European Commission logo
español español
CORDIS - Resultados de investigaciones de la UE
CORDIS

CORPUS OF MALTESE & MALTESE ENGLISH SPEECH

Final Report Summary - COMMES (Corpus of Maltese & Maltese English Speech)

Introduction

Compared to other languages, Maltese continues to be under-studied and under-resourced (see recent META-NET White Paper Series which reports on the level of digital support through language technology for a number of different languages, http://www.meta-net.eu/whitepapers/press-release). This is also the case for its prosody and intonation, aspects of the language which are studied in this project. To complement the study of Maltese the project also investigates the prosody and intonation of Maltese English, the variety of English spoken in Malta.

Objectives

The COMMES project aimed to provide a phonological analysis of the prosody and intonation of Maltese and Maltese English (MaltE), and to develop a tones and break indices (ToBI)-style annotation system primarily for Maltese, but extending it to Maltese English for the purposes of allowing direct comparison with both Maltese and other varieties of English for which there is a ToBI system. Prosodically annotated corpora are not only useful for theoretical research, they also provide a resource for those attempting to develop more natural-sounding spoken output for speech and language technology applications. The project aimed therefore to produce sample prosodically annotated materials for Maltese and Maltese English, and to provide detailed guidelines for the annotation of further data.

Results and conclusions

This project has contributed to a more in-depth understanding of aspects of the prosody and intonation of Maltese and MaltE. Annotated data were used as the basis for formulating and testing a number of different hypotheses. The project COMMES has given the researcher the skills to implement techniques for automatically extracting elements from the annotations, and timestamps for these, using scripts written specifically for the task at hand. It has also enabled her to carry out statistical analysis using up-to-date statistical analysis techniques.
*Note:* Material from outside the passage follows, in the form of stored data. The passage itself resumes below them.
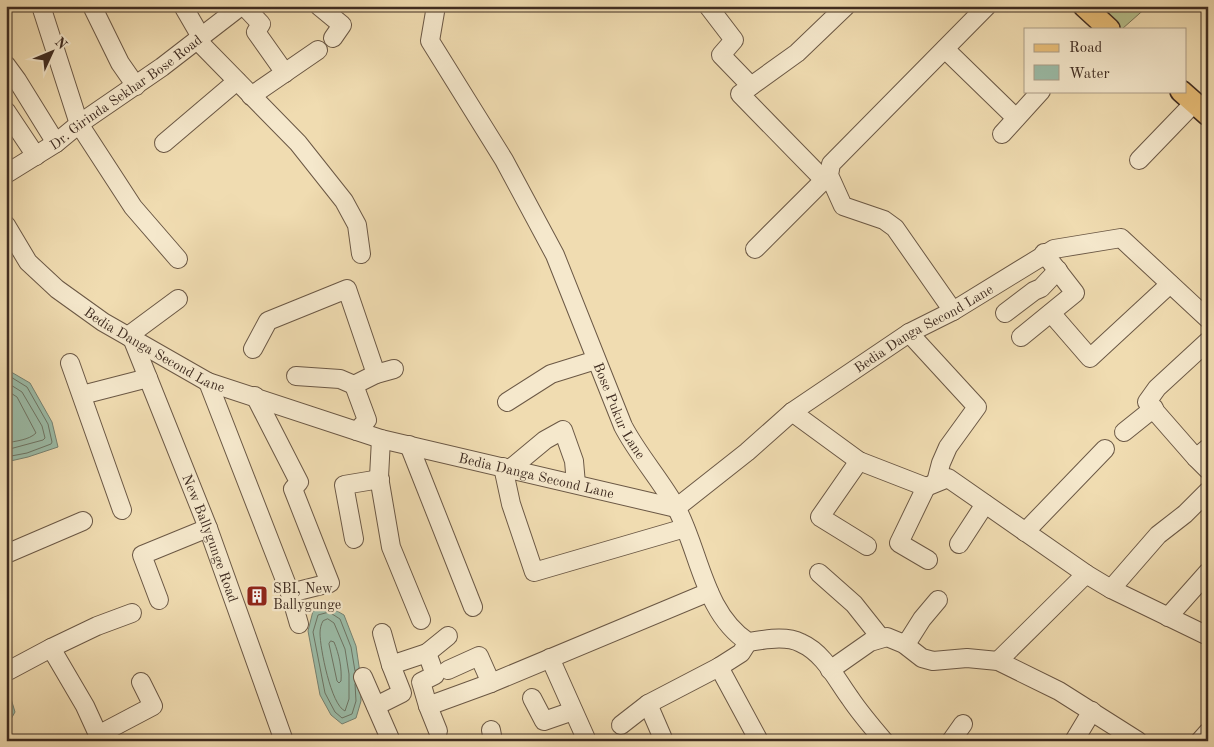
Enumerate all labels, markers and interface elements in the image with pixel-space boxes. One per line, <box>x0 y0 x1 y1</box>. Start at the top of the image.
north arrow <box>28 28 78 78</box>
legend <box>1024 28 1186 92</box>
street label: Dr. Girinda Sekhar Bose Road <box>48 33 205 153</box>
text: N <box>52 35 70 53</box>
text: Road <box>1069 41 1103 56</box>
text: Water <box>1069 67 1110 82</box>
street label: Bedia Danga Second Lane <box>852 282 996 376</box>
street label: Bedia Danga Second Lane <box>81 305 226 395</box>
street label: Bose Pukur Lane <box>590 361 647 462</box>
street label: Bedia Danga Second Lane <box>457 451 615 501</box>
street label: New Ballygunge Road <box>179 473 240 604</box>
place label: SBI, New Ballygunge <box>273 582 341 612</box>
building icon: SBI, New Ballygunge <box>245 584 269 608</box>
In-depth corpus-based analyses were carried out on the prosody and intonation of Maltese and MaltE. One of these involved an examination of question forms and associated functions in both Maltese and MaltE.

Another of these in-depth analyses looked at various mechanisms used by speakers engaged in dialogue to provide feedback to each other, specific attention being given to a phenomenon known as 'backchannelling'. The data from Maltese were analysed with a view to establishing the correlation between different intonation patterns and discourse functions of elements in the data, both lexical ones such as orrajt 'alright', owkey 'okay', sewwa, tajjeb, both meaning 'good', as well as non-lexical elements such as ee, ehe and mhm. The occurrence and distribution of these elements within the dialogues, was compared to data from languages such as German, Italian and Vietnamese. Such comparison has important implications for our understanding of communication in intercultural contexts. As a by-product of this analysis, an investigation of overlapping speech and of the degree to which speakers overlap with their interlocutor depending on which language they are speaking was also begun. Analysis of this aspect, together with an analysis of accompanying gestures, is expected to be pursued further.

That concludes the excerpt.